It is convenient for the programmer to be able to write the value of a constant operand as a part of the instruction that uses it. Such an operand is called a literal. In this assembler language notation, a literal is identified with the prefix ‘=’, which is followed by a specification of the literal value.

The difference between literal operands and immediate operands

  • for literal operand we use ‘=’ as prefix, and with immediate operand we use ‘#’ as prefix
  • During immediate addressing, the operand value is assembled as part of the machine instruction, and there is no memory reference.
  • With a literal, the assembler generates the specified value as a constant at some other memory location.

One-pass assemblers

A one pass assembler passes over the source file exactly once, in the same pass collecting the labels, resolving future references and doing the actual assembly. The difficult part is to resolve future label references (the problem of forward referencing) and assemble code in one pass

4

Forward reference in one pass assembler

  • Omits the operand address if the symbol has not yet been defined
  • Enters this undefined symbol into SYMTAB and indicates that it is undefined
  • Adds the address of this operand address to a list of forward references associated with the SYMTAB entry
  • When the definition for the symbol is encountered, scans the reference list and inserts the address.
  • At the end of the program, reports the error if there are still SYMTAB entries indicated undefined symbols.

Two-pass assemblers

The two pass assembler performs two passes over the source program.

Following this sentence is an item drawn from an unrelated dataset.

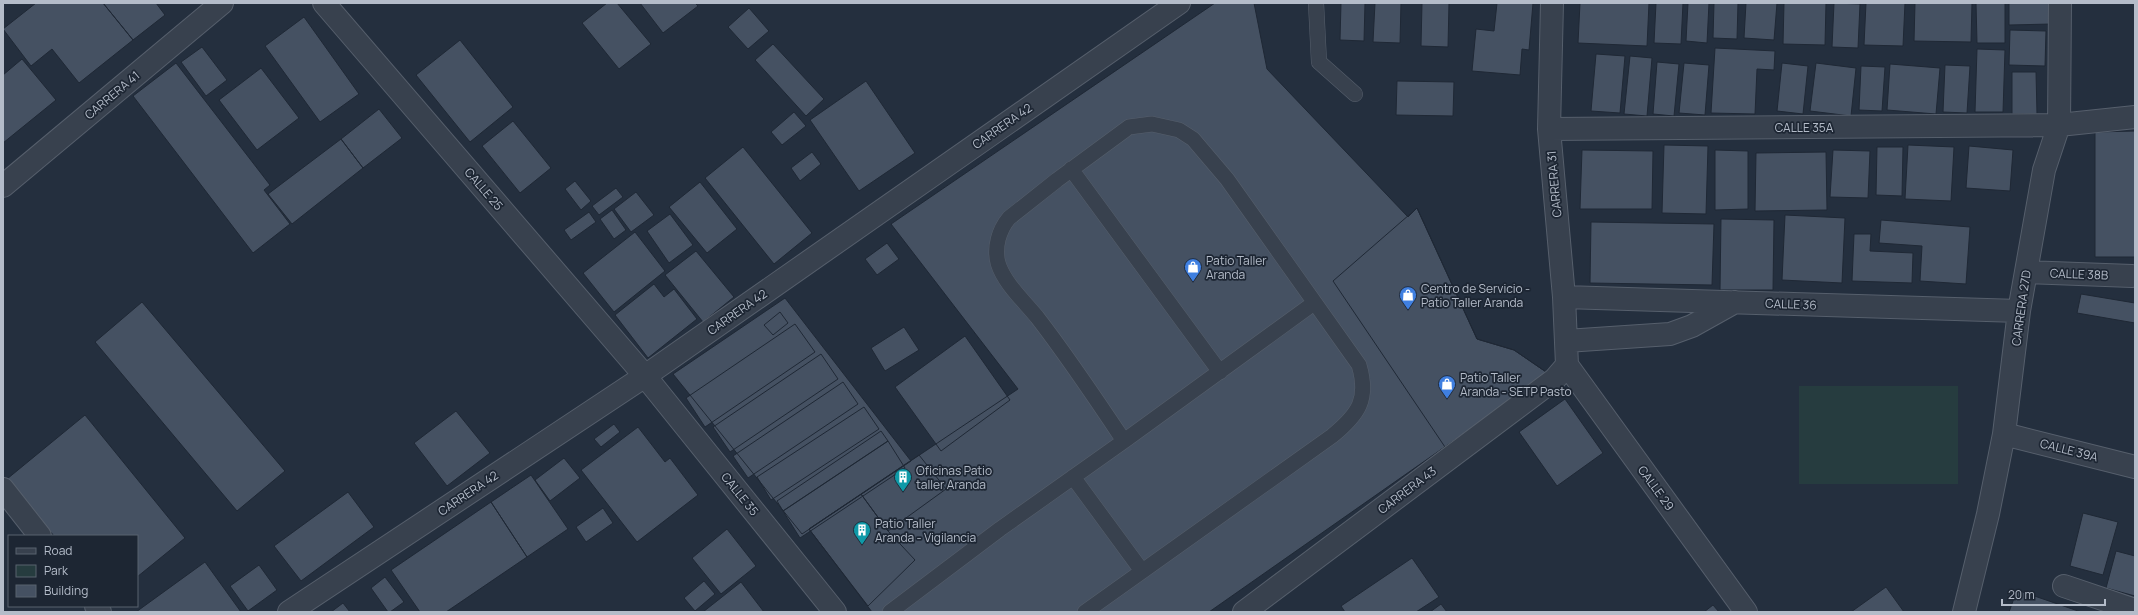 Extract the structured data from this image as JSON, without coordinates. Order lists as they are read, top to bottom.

In the first pass, it reads the entire source program, looking only for label definitions. All the labels are collected, assigned address, and placed in the symbol table in this pass, no instructions as assembled and at the end the symbol table should contain all the labels defined in the program. To assign address to labels, the assembles maintains a Location Counter (LC).

In the second pass the instructions are again read and are assembled using the symbol table. Basically, the assembler goes through the program one line at a time, and generates machine code for that instruction. Then the assembler proceeds to the next instruction. In this way, the entire machine code program is created. For most instructions this process works fine, for example for instructions that only reference registers, the assembler can compute the machine code easily, since the assembler knows where the registers are.

5

Difference between One Pass and Two Pass Assemblers

The difference between one pass and two pass assemblers are:-

A one pass assembler passes over the source file exactly once, in the same pass collecting the labels, resolving future references and doing the actual assembly. The difficult part is to resolve future label references (the problem of forward referencing) and assemble code in one pass. The one pass assembler prepares an intermediate file, which is used as input by the two pass assembler.

A two pass assembler does two passes over the source file (the second pass can be over an intermediate file generated in the first pass of the assembler). In the first pass all it does is looks for label definitions and introduces them in the symbol table (a dynamic table which includes the label name and address for each label in the source program). In the second pass, after the symbol table is complete, it does the actual assembly by translating the operations into machine codes and so on.